### AVAILABLE DATA

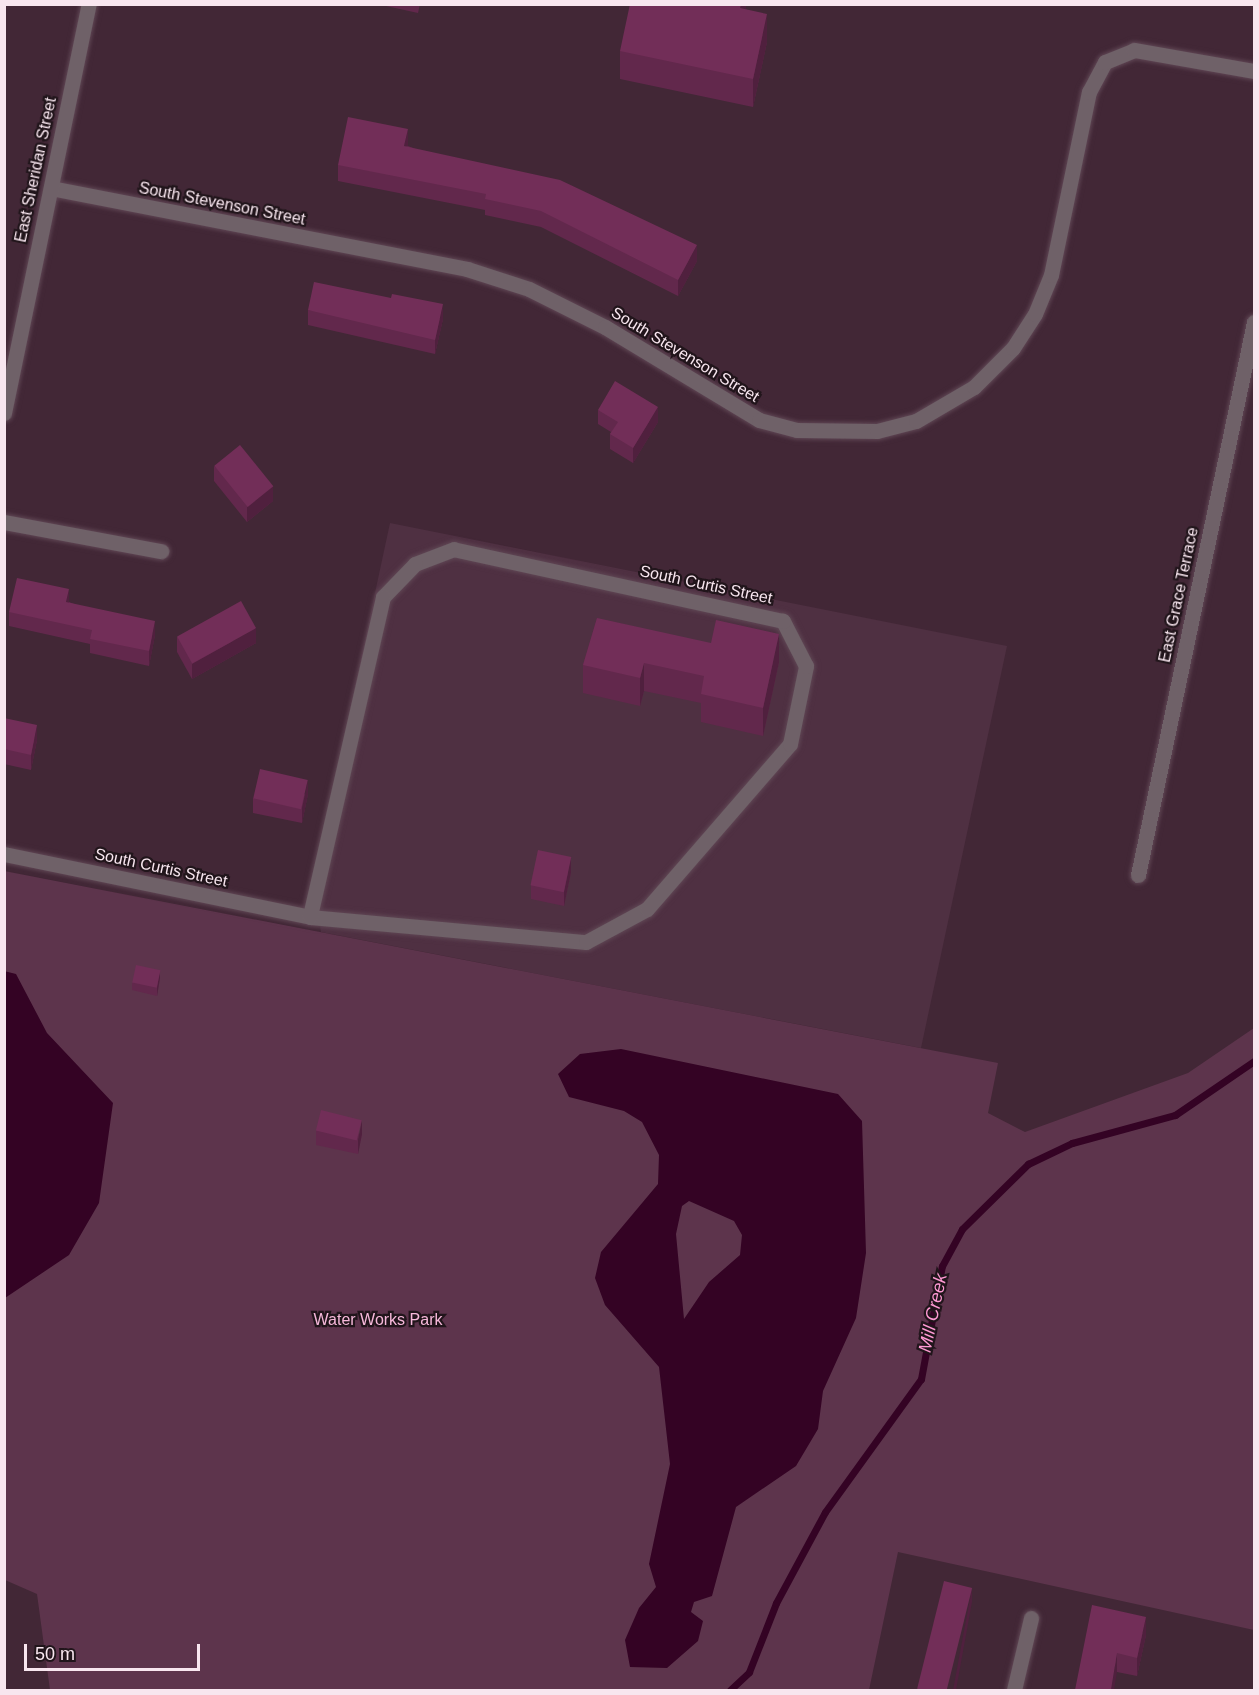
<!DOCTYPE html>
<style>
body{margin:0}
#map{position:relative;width:1259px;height:1695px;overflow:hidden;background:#422736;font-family:Arial,sans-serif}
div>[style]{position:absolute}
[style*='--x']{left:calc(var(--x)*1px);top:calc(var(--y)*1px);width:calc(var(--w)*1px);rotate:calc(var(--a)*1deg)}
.built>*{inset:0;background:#4f3042}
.green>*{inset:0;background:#5d344c}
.water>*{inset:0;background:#340324}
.stream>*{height:7px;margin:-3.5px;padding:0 3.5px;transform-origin:3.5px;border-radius:3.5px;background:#340324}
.roads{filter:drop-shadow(0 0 2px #5f4654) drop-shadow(0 0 2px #5f4654)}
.minor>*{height:15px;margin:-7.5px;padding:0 7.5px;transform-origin:7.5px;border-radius:7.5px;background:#6f6168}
.wall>*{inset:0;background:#62284c}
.shaded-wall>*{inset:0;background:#50203e}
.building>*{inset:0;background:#722e58;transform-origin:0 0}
span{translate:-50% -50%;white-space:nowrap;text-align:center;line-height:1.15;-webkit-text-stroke:4.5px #21151b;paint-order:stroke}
.street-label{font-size:16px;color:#f8e6ef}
.park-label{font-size:16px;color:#f6b8da}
.water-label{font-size:18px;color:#fe99d3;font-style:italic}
.frame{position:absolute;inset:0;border:6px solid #f8e6ef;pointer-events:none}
.scale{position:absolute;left:24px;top:1644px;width:176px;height:27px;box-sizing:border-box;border:3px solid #f8e6ef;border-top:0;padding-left:8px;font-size:18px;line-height:21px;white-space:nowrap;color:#f8e6ef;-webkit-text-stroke:4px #21151b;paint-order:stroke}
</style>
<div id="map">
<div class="built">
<div style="clip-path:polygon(390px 523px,1007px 646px,921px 1048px,321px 932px,313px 882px)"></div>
</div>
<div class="green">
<div style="clip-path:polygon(4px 871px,998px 1063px,988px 1113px,1025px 1132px,1188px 1073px,1254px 1028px,1254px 1630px,898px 1552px,869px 1690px,50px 1690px,37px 1594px,5px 1580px)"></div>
</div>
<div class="water">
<div style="clip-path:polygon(4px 971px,16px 974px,47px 1033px,113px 1103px,99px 1203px,69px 1255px,5px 1298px)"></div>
<div style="clip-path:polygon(evenodd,621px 1049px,838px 1094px,862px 1121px,866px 1253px,856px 1318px,823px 1391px,818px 1429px,796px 1466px,736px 1507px,712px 1596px,694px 1602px,691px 1612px,703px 1621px,698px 1641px,667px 1668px,630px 1667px,625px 1640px,639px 1608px,656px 1587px,649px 1564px,670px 1464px,659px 1367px,605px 1305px,595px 1278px,601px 1252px,658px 1184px,659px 1155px,642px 1122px,624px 1111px,569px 1097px,558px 1074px,580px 1054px,621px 1049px,689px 1201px,734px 1221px,742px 1235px,740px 1255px,709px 1282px,684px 1319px,676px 1234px,682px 1206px,689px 1201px)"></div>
</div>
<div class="stream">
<div style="--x:730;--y:1690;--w:26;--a:-43"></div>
<div style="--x:749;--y:1672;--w:74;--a:-68.6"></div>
<div style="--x:776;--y:1603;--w:103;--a:-61.7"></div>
<div style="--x:825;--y:1512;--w:164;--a:-54.2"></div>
<div style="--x:921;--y:1379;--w:115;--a:-79.5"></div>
<div style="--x:942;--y:1266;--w:42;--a:-61.6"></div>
<div style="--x:962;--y:1229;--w:93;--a:-44.6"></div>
<div style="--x:1028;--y:1164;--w:49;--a:-25.5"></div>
<div style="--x:1072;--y:1143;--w:107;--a:-15.2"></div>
<div style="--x:1175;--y:1115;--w:96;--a:-34.4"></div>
</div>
<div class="roads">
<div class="minor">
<div style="--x:51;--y:188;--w:424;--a:11"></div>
<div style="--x:467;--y:269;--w:65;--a:17.9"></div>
<div style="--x:529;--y:289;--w:85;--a:26.6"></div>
<div style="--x:605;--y:327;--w:180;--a:31.1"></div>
<div style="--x:759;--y:420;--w:39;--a:15"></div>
<div style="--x:797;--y:430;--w:80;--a:0.7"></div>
<div style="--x:877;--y:431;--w:40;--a:-14.4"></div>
<div style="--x:916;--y:421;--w:67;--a:-30.4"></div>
<div style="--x:974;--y:387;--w:55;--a:-45"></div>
<div style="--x:1013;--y:348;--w:40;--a:-57.1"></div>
<div style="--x:1035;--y:314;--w:42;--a:-67.7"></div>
<div style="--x:1051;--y:275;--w:187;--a:-78.3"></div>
<div style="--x:1089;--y:92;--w:34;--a:-62"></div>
<div style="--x:1105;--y:62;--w:31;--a:-22"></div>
<div style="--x:1134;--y:50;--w:122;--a:9.9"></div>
<div style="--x:4;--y:413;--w:418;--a:-78.3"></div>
<div style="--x:4;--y:522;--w:160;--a:10.5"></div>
<div style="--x:4;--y:854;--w:312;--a:11.6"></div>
<div style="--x:310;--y:917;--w:277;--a:5.2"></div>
<div style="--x:586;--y:942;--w:69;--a:-28.4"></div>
<div style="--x:647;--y:909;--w:218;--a:-49.1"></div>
<div style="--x:790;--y:744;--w:80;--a:-78.4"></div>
<div style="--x:806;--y:666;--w:51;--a:-117.1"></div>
<div style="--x:783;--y:621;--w:337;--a:-167.7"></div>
<div style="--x:454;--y:549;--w:42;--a:159"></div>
<div style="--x:415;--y:564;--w:46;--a:134.1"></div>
<div style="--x:383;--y:597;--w:328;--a:102.9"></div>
<div style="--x:1138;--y:875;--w:565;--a:-78.15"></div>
<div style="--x:1014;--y:1690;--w:74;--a:-76.7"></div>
</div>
</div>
<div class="wall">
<div style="clip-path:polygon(377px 4px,420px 4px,418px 13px)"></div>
<div style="clip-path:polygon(746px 4px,746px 9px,767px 42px,753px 107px,620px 79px,620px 51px)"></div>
<div style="clip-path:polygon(408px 146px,697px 261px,678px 296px,541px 227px,485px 215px,485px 210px,338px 181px,338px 165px)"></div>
<div style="clip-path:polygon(308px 310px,443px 319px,435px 354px,308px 325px)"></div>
<div style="clip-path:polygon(598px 410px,658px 422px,633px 463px,610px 449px,610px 434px,611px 432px,598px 424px)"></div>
<div style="clip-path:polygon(214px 466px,273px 501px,247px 522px,214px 481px)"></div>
<div style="clip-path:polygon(69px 602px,155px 635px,149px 666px,90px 653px,90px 644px,9px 626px,9px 612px)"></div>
<div style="clip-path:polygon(597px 618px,779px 662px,763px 736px,701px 722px,701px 703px,644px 691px,640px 706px,583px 693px,583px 665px)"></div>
<div style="clip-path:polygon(177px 637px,256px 643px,192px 679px,177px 652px)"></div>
<div style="clip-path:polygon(4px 718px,37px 740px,31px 770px,4px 764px)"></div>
<div style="clip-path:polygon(308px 794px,302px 823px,253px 813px,253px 798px)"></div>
<div style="clip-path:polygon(571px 872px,564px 906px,531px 899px,531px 885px)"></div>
<div style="clip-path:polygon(160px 978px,157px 996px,132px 990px,132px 983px)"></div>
<div style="clip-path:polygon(316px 1130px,362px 1134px,358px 1154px,316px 1145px)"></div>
<div style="clip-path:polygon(1092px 1605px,1146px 1635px,1137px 1676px,1117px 1672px)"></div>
</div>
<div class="shaded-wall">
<div style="clip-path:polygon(741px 4px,746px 4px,746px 11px,740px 8px)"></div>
<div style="clip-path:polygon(767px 14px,767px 42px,753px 107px,753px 79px)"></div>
<div style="clip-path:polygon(408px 129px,408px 146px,404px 146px)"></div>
<div style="clip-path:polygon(697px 245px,697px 261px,678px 296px,678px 280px)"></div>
<div style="clip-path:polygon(443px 304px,443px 319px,435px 354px,435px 340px)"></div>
<div style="clip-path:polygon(658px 407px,658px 422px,633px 463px,633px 448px)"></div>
<div style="clip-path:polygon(273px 486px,273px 501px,247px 522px,247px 507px)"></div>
<div style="clip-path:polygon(69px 589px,69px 604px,66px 602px)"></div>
<div style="clip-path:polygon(155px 621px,155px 635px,149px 666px,149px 651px)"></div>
<div style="clip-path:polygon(256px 628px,256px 643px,192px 679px,192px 664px)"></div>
<div style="clip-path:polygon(779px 634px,779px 662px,763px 736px,763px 708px)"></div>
<div style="clip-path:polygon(644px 663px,644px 691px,640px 706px,640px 678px)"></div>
<div style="clip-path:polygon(37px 725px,37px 740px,31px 770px,31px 755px)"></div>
<div style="clip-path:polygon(308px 780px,308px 794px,302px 823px,302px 808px)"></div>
<div style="clip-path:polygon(571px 857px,571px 872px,564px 906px,564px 892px)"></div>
<div style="clip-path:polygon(160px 970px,160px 978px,157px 996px,157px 988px)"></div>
<div style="clip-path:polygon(362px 1120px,362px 1134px,358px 1154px,358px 1140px)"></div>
<div style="clip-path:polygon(972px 1588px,972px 1602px,956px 1690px,953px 1690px)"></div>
<div style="clip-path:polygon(1146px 1617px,1146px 1635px,1137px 1676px,1137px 1658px)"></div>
<div style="clip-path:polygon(1117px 1653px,1117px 1672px,1114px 1690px,1111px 1690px)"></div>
</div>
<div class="building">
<div style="clip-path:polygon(630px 4px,741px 4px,740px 8px,767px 14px,753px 79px,620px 51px)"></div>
<div style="clip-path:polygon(348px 117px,408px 129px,404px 146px,560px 180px,697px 245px,678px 280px,541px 211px,485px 199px,486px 194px,338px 165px)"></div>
<div style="clip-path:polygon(314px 282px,391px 298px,392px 294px,443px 304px,435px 340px,308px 310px)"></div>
<div style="clip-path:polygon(615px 381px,658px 407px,633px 448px,610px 434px,618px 422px,598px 410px)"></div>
<div style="left:240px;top:445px;width:53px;height:33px;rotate:51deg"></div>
<div style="clip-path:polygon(17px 578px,69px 589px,66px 602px,155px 621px,149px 651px,90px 639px,92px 630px,9px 612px)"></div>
<div style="left:241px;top:601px;width:31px;height:73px;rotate:61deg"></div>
<div style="clip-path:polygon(597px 618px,711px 643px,716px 620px,779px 634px,763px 708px,701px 694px,704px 676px,644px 663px,640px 678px,583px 665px)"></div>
<div style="clip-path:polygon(4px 718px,37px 725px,31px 755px,4px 749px)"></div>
<div style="left:260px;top:769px;width:49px;height:30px;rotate:13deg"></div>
<div style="left:538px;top:850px;width:34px;height:36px;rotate:12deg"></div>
<div style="left:136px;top:965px;width:25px;height:18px;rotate:12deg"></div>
<div style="left:321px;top:1110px;width:42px;height:21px;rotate:14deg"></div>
<div style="left:944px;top:1581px;width:29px;height:111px;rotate:14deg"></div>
<div style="clip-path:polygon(1092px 1605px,1146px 1617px,1137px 1658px,1117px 1653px,1111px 1690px,1075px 1690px)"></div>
</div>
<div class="street-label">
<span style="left:36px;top:170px;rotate:-78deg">East Sheridan Street</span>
<span style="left:222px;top:204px;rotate:11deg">South Stevenson Street</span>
<span style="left:685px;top:355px;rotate:31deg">South Stevenson Street</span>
<span style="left:706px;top:585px;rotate:12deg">South Curtis Street</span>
<span style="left:1179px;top:595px;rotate:-78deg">East Grace Terrace</span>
<span style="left:161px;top:868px;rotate:12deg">South Curtis Street</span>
</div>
<div class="park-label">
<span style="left:378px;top:1320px">Water Works Park</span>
</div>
<div class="water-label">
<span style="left:933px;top:1313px;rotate:-78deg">Mill Creek</span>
</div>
<div class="frame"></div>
<div class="scale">50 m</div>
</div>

### EXERCISE DIRECTIONS
Return each line of the preceding material in which "stream" can be found.

### YOUR RESPONSE
.stream>*{height:7px;margin:-3.5px;padding:0 3.5px;transform-origin:3.5px;border-radius:3.5px;background:#340324}
<div class="stream">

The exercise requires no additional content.